**Problem to work on:**
Output exactly the lines that run from the line with "Draw a box around" to the end of the material, both ends included, and no other lines.

++++++++++

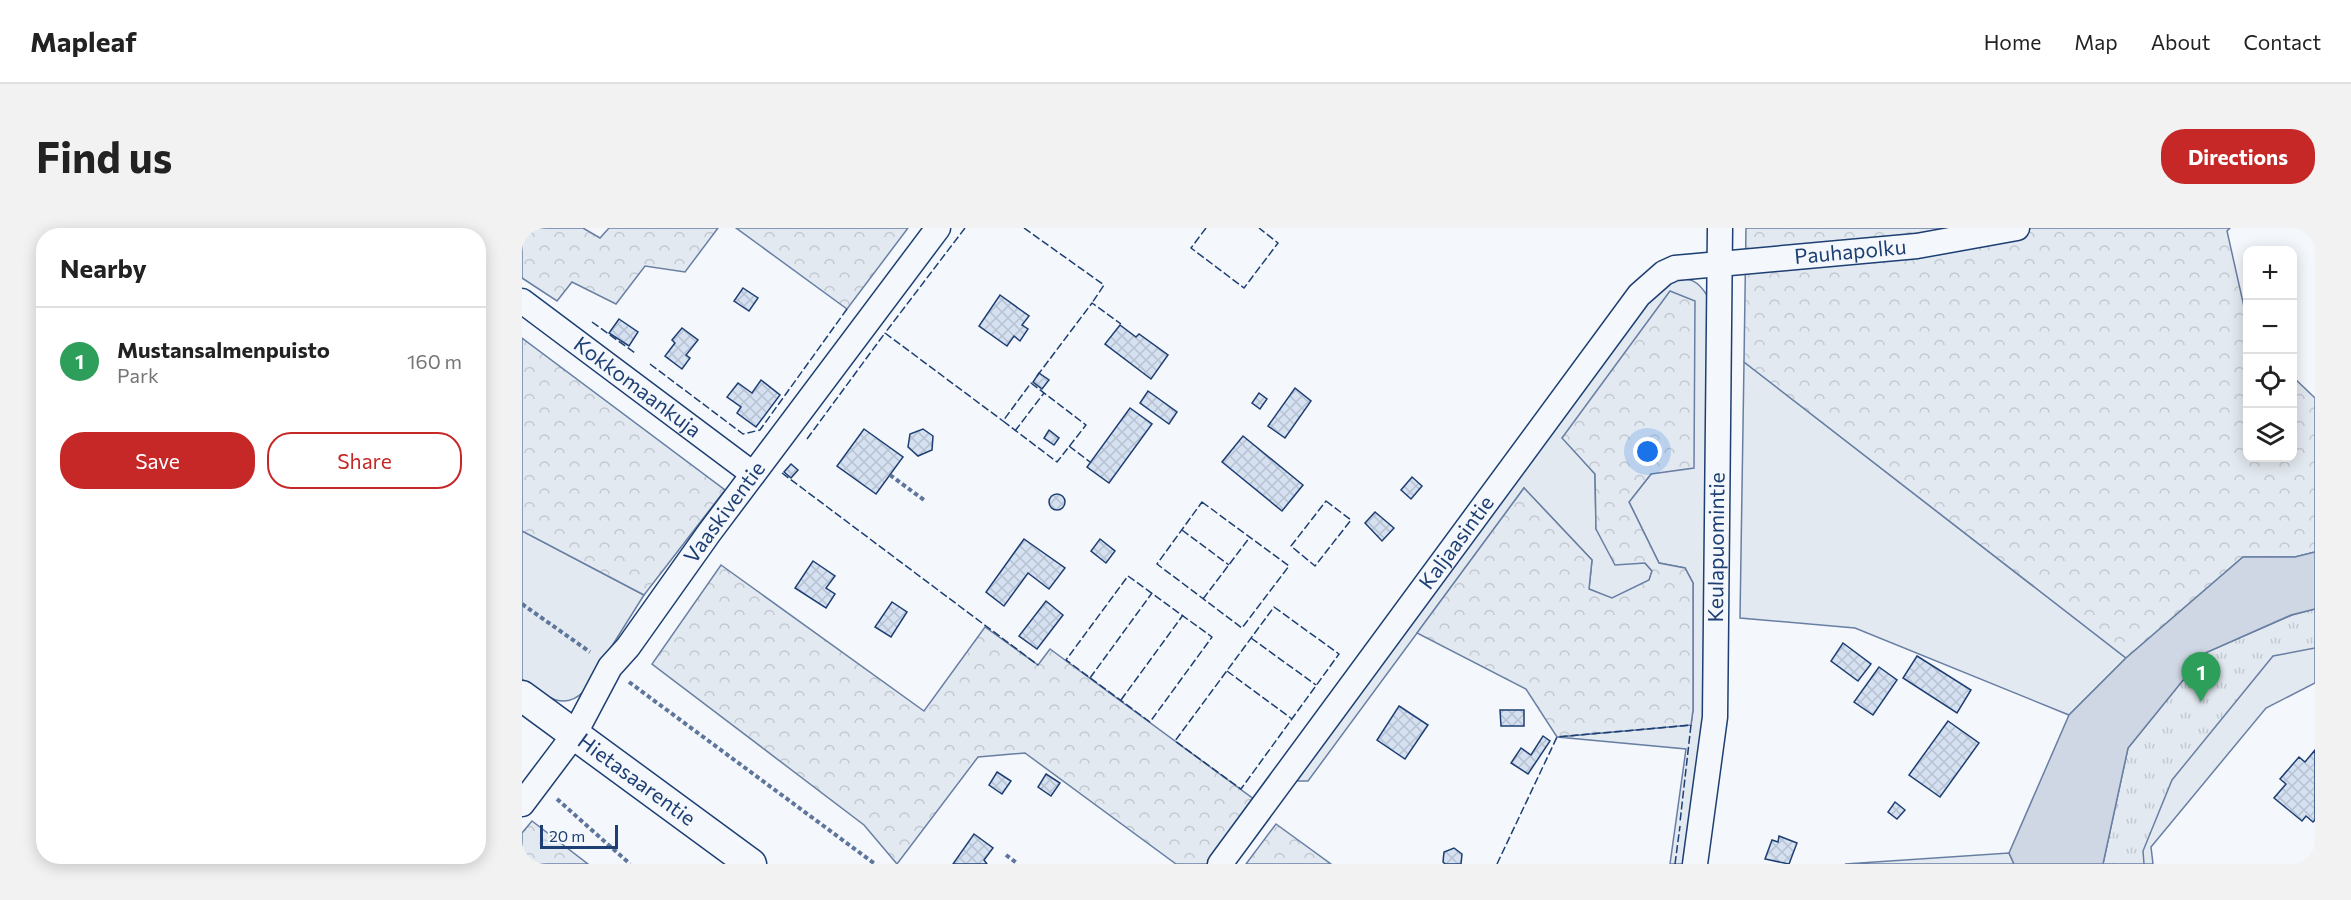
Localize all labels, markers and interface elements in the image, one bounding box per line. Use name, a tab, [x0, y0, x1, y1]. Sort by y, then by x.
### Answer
text: Mapleaf	[30, 24, 137, 58]
text: Home	[1984, 29, 2041, 54]
text: Map	[2074, 29, 2118, 54]
text: About	[2151, 29, 2210, 54]
text: Contact	[2243, 29, 2321, 54]
button: Directions	[2161, 129, 2315, 184]
text: Find us	[36, 130, 172, 182]
street label: Pauhapolku	[1793, 233, 1907, 268]
map controls	[2243, 246, 2297, 462]
button: +	[2243, 246, 2297, 300]
text: Nearby	[60, 252, 147, 283]
button: −	[2243, 300, 2297, 354]
street label: Kokkomaankuja	[570, 330, 707, 442]
text: Mustansalmenpuisto	[117, 336, 330, 363]
text: 1	[75, 349, 84, 373]
text: 160 m	[407, 349, 462, 373]
button: locate	[2243, 354, 2297, 408]
text: Park	[117, 363, 159, 387]
button: layers	[2243, 408, 2297, 462]
button: Save	[60, 432, 255, 489]
button: Share	[267, 432, 462, 489]
your location	[1633, 437, 1662, 466]
street label: Vaaskiventie	[678, 456, 769, 567]
street label: Keulapuomintie	[1702, 472, 1729, 623]
street label: Kaljaasintie	[1413, 490, 1498, 593]
pin: 1	[2182, 652, 2220, 702]
street label: Hietasaarentie	[574, 727, 701, 830]
scale bar	[540, 822, 618, 850]
text: 20 m	[549, 826, 585, 845]

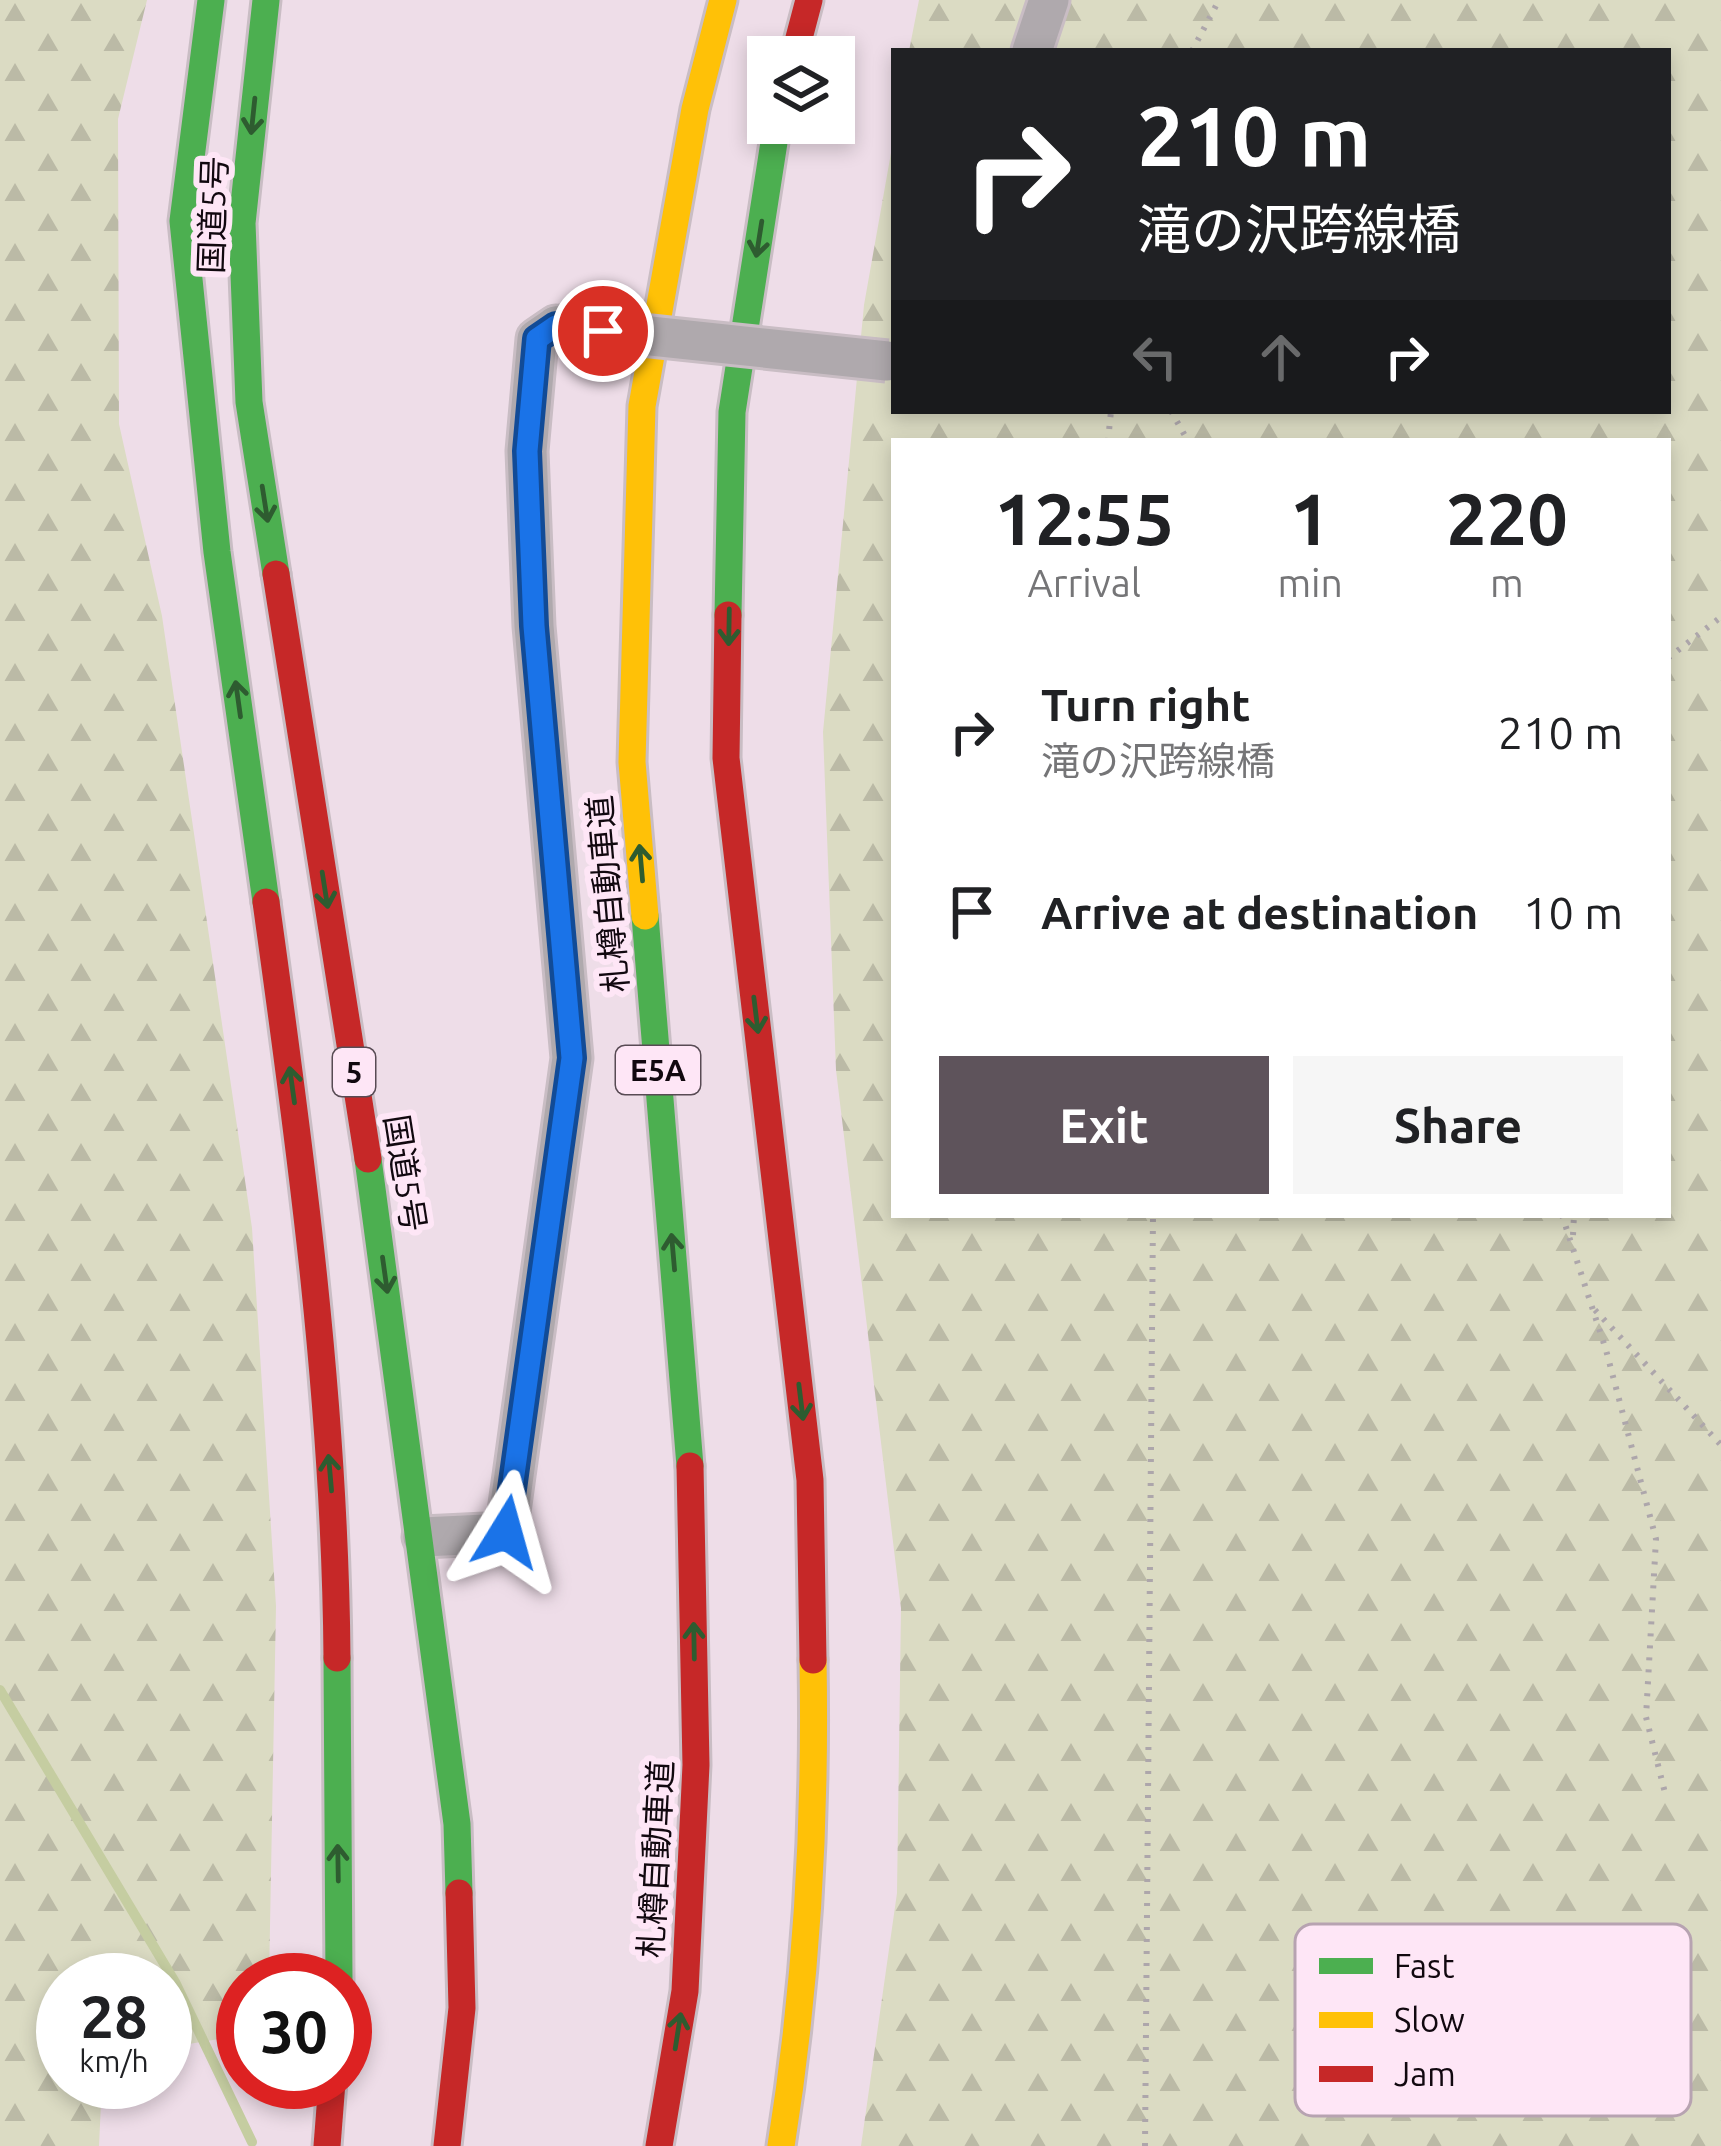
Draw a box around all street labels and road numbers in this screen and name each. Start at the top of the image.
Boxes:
street label: 国道5号 [191,156,233,274]
street label: 札樽自動車道 [580,794,634,994]
road number: E5A [616,1046,700,1094]
road number: 5 [333,1048,375,1096]
street label: 国道5号 [379,1112,433,1234]
street label: 札樽自動車道 [631,1759,679,1959]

++++++++++

**Solution to this exercise:**
Draw a box around all street labels and road numbers in this screen and name each. Start at the top of the image.
Boxes:
street label: 国道5号 [191,156,233,274]
street label: 札樽自動車道 [580,794,634,994]
road number: E5A [616,1046,700,1094]
road number: 5 [333,1048,375,1096]
street label: 国道5号 [379,1112,433,1234]
street label: 札樽自動車道 [631,1759,679,1959]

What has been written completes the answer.